Human-Stairs Relations at All-Time High

Stairs have been around since ancient Babylon. Stairs were so revolutionary in those days that only the bravest warriors were allowed to tread them and even then the survival rate of stair-usage was one in three. If you’ve read your Herodotus, you may remember the tale of an entire Roman legion that was nearly wiped out while attempting to descend a single-story staircase. (This was the first time stairs were used going down.)

As time marched forward, stairs became less dangerous. The handrail was invented, steps became uniform in size, and humans became more adept at scaling them. Today the only demographic in significant danger from stairs-related injury are children, and these injuries have been on the decline since the 1990s when baby walkers were all the rage.
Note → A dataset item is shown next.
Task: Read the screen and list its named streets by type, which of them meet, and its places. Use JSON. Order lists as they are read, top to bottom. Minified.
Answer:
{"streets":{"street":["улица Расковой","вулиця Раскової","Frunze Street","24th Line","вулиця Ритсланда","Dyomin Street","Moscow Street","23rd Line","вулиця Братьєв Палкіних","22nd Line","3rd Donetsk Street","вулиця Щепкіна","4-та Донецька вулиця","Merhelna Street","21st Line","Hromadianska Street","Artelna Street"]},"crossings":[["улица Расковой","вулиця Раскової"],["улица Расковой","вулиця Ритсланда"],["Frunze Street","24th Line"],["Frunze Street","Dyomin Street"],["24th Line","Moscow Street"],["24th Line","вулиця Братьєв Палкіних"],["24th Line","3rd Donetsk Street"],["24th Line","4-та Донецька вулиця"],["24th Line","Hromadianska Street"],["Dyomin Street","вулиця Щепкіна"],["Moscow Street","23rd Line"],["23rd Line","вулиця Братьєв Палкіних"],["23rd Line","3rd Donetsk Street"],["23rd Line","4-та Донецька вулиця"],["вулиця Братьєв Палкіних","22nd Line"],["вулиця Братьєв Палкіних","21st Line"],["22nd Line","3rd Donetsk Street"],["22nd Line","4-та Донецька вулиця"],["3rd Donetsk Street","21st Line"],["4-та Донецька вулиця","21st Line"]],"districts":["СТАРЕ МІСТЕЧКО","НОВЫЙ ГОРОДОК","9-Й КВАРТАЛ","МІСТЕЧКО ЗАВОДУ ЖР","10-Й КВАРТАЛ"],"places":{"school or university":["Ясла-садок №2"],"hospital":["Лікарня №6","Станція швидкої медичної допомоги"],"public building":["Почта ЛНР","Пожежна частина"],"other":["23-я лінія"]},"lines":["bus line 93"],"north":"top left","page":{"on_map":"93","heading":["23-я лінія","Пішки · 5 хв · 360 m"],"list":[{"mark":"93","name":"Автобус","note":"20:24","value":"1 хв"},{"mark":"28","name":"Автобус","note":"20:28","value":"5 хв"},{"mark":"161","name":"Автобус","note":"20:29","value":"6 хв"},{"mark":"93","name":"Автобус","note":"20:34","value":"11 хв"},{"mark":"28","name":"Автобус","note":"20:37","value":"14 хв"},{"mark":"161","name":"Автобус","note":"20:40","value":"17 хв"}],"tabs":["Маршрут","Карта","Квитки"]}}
You know children—all cocksure, with bibs on at jaunty angles, thinking they can do the stairs because they’re wearing a plastic exoskeleton that gives them the power of locomotion.  If you have read your Herodotus you may recall that this period in history was called the “Grunge Era,” in part because of all those falling babies, I bet.

Even though most parenting experts now frown on exoskeletons for babies, children are still at high risk for pain-by-staircase, although accidents are at an all-time low. The annual rate for staircase injury has dropped from fifty-three in ten thousand to forty-three in ten thousand over the last ten years. So if you have ten thousand children, you get to keep ten more than you normally would, but I’m sure birds of prey will still take some.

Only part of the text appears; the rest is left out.